**About this exercise:** If a line of the material holds the string "width", it counts; report the number of such lines alone.

**Data listing:**
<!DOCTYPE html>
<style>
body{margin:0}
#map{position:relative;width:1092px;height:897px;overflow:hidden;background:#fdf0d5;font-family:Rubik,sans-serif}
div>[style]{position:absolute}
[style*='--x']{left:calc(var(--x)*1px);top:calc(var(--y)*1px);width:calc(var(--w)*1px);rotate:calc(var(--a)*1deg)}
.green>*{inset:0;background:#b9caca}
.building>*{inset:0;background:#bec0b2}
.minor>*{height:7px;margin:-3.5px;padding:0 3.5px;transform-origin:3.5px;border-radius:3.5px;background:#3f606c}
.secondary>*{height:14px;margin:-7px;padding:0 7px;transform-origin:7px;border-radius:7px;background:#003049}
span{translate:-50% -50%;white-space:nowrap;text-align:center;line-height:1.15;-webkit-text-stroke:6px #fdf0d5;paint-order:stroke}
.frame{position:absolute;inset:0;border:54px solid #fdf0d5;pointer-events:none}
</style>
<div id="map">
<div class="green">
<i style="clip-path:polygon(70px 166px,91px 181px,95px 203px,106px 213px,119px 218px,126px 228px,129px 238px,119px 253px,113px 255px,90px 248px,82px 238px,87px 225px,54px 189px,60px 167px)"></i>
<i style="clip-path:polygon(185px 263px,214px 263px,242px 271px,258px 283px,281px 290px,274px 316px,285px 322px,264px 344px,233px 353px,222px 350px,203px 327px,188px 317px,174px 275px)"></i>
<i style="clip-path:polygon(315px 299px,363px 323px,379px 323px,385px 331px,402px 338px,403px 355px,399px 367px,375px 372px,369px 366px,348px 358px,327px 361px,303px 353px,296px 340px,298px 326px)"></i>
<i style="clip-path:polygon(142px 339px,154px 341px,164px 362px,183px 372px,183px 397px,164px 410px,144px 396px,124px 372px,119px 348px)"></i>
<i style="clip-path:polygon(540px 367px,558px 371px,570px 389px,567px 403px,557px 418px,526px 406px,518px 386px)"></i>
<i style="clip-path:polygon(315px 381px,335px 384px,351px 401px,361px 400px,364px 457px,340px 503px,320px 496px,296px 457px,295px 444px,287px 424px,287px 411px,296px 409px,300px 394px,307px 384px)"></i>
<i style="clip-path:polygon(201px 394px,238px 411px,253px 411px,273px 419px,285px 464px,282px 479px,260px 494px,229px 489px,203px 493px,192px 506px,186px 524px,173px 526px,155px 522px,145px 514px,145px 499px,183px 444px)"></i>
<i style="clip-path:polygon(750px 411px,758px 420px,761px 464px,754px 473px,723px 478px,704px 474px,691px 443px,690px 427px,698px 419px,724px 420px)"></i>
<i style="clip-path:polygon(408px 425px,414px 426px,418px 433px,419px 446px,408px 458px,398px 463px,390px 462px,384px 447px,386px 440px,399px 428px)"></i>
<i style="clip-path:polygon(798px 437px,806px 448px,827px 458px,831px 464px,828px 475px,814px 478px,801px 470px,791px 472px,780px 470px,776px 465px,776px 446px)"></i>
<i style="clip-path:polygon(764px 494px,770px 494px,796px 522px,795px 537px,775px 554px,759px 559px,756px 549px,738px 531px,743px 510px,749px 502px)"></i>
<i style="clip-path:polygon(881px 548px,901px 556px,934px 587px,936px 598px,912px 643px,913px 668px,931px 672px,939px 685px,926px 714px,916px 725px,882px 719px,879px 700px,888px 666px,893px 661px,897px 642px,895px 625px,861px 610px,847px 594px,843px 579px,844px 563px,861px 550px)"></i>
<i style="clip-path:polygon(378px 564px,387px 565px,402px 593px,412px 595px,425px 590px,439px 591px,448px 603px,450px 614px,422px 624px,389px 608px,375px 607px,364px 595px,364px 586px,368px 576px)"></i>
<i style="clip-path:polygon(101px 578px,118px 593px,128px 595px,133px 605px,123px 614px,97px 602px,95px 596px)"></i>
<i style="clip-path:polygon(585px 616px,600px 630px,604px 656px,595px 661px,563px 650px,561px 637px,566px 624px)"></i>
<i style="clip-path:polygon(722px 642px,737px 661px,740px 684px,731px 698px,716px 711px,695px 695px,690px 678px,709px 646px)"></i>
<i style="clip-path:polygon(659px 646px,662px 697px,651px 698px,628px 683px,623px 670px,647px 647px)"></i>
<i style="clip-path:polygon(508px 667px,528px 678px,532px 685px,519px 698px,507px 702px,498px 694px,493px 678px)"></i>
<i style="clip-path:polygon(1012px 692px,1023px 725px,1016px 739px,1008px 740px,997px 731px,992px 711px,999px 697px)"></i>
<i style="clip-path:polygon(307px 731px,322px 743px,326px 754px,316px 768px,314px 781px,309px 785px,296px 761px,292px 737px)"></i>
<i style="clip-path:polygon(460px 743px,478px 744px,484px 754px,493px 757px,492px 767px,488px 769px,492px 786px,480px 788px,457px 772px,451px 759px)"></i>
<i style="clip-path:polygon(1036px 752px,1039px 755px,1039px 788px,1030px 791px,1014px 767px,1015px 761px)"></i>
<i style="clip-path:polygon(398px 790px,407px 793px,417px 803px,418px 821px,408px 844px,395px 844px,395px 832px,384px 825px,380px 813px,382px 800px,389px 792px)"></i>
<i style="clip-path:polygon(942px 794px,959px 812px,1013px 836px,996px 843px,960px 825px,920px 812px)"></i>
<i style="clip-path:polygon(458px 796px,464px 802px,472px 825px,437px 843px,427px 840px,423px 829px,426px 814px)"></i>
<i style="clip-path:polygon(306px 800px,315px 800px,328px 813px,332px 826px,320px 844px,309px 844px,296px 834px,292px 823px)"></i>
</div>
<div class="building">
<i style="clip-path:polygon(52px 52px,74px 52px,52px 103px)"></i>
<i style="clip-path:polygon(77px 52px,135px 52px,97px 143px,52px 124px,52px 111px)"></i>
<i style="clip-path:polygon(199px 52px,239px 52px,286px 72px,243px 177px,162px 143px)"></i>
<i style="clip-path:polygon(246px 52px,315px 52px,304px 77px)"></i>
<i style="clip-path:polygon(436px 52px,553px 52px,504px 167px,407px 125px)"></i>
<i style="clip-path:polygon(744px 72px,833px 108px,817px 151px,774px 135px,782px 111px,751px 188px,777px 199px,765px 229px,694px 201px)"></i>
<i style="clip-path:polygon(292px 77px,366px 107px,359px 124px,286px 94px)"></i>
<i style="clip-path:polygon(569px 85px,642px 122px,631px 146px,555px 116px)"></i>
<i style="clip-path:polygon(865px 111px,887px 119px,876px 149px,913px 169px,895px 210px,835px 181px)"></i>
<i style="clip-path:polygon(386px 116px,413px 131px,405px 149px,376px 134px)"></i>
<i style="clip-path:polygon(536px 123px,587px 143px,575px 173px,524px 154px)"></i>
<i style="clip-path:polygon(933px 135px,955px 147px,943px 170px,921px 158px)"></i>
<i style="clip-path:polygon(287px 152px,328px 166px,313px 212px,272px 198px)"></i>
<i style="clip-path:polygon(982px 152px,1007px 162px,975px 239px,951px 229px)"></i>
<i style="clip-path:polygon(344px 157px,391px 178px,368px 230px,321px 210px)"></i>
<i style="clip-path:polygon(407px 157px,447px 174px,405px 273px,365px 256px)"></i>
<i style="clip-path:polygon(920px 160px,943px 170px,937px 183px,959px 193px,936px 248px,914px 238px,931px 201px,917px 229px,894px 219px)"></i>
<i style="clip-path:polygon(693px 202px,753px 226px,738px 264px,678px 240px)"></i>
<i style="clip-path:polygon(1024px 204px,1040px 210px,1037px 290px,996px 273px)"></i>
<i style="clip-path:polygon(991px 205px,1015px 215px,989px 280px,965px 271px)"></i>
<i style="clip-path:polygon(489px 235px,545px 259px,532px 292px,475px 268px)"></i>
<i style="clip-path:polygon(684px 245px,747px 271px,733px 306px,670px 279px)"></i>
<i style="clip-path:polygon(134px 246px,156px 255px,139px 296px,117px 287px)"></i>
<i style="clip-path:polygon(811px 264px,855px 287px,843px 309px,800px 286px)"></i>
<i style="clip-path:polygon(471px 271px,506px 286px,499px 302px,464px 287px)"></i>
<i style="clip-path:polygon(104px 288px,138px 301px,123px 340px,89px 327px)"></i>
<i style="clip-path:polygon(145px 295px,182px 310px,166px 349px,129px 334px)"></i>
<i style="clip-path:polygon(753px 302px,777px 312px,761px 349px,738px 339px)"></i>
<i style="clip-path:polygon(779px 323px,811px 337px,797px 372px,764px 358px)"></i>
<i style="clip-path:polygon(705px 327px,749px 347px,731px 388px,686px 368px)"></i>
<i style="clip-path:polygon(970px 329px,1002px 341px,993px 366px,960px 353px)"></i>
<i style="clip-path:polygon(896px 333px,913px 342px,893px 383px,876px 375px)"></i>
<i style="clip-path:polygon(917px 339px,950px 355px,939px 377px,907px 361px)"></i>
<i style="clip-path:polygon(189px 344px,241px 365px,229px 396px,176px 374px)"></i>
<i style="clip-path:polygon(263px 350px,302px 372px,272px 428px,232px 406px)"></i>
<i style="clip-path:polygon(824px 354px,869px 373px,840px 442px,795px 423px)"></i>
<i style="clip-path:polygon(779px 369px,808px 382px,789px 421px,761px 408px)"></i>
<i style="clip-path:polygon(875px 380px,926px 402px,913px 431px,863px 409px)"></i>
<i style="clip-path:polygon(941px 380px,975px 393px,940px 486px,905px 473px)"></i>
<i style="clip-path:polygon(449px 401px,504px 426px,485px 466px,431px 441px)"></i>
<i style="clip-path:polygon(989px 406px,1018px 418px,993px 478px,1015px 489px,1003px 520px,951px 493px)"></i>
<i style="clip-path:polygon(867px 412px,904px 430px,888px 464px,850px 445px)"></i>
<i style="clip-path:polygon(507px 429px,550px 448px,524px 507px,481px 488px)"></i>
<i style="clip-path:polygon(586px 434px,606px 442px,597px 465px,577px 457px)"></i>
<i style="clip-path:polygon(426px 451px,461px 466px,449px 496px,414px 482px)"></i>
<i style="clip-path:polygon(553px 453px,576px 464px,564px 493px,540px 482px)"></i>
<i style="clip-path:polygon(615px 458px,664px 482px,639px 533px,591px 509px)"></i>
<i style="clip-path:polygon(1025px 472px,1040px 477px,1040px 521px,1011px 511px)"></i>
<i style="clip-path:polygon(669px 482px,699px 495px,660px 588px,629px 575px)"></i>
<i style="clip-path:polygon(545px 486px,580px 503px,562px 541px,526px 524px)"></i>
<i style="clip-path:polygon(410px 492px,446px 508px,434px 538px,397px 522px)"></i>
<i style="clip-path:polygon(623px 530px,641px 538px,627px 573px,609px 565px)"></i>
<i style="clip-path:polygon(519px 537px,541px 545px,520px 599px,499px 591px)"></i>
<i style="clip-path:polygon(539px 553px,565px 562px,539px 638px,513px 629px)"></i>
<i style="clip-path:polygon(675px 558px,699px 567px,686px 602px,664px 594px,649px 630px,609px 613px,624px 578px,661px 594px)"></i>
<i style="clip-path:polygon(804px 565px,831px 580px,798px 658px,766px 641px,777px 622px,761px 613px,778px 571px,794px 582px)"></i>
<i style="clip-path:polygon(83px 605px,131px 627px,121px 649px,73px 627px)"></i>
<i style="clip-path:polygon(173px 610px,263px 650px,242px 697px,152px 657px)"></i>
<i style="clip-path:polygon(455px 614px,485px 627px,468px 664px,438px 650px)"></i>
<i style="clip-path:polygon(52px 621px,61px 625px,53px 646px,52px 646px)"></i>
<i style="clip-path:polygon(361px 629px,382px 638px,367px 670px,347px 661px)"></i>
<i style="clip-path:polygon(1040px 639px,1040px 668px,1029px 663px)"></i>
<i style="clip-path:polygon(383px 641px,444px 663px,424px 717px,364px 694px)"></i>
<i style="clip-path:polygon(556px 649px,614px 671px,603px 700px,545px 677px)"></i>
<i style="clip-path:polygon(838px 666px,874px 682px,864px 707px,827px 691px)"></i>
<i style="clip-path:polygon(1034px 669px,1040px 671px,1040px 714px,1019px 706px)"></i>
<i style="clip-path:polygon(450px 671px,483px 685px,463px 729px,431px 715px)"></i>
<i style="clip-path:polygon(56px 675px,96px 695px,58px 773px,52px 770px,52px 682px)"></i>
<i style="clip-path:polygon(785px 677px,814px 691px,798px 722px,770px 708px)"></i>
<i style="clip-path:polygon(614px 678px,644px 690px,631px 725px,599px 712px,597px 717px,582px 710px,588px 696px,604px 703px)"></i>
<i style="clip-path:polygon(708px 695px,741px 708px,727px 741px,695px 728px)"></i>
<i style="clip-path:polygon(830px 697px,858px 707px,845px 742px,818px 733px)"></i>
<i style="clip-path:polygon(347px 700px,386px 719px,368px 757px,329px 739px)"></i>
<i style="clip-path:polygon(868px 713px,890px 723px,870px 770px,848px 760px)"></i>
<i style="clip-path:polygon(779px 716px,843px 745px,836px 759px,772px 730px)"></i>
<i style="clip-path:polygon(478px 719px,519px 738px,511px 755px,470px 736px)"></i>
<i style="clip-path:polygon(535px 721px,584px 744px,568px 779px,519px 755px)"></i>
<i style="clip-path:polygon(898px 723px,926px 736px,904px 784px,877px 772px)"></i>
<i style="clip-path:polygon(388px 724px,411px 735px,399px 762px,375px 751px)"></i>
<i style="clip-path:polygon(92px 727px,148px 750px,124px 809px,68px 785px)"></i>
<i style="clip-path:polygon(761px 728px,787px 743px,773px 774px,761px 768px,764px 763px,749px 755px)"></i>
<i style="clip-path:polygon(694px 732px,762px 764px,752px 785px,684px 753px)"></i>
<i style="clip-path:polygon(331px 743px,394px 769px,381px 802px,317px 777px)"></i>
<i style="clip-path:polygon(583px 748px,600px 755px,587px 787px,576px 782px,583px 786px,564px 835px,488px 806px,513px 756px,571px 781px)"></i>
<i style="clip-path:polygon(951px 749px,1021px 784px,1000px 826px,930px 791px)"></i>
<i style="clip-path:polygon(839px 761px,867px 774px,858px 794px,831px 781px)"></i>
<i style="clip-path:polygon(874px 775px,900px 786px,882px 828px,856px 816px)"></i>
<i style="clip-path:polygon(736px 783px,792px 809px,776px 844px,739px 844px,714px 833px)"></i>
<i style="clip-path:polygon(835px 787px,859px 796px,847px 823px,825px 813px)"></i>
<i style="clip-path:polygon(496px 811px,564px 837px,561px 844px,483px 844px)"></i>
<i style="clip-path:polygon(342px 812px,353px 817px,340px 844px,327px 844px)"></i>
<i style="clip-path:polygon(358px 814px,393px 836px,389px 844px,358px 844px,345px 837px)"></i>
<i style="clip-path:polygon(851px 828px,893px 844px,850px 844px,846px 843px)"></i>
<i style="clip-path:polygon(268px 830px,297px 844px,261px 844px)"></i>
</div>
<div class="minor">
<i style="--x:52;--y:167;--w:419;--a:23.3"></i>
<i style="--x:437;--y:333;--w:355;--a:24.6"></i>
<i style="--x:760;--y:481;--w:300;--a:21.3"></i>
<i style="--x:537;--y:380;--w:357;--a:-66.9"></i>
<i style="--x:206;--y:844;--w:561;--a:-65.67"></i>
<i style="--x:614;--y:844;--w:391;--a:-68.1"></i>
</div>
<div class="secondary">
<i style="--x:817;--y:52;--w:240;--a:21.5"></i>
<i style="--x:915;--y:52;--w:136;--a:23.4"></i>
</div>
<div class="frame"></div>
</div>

**Answer box:** 2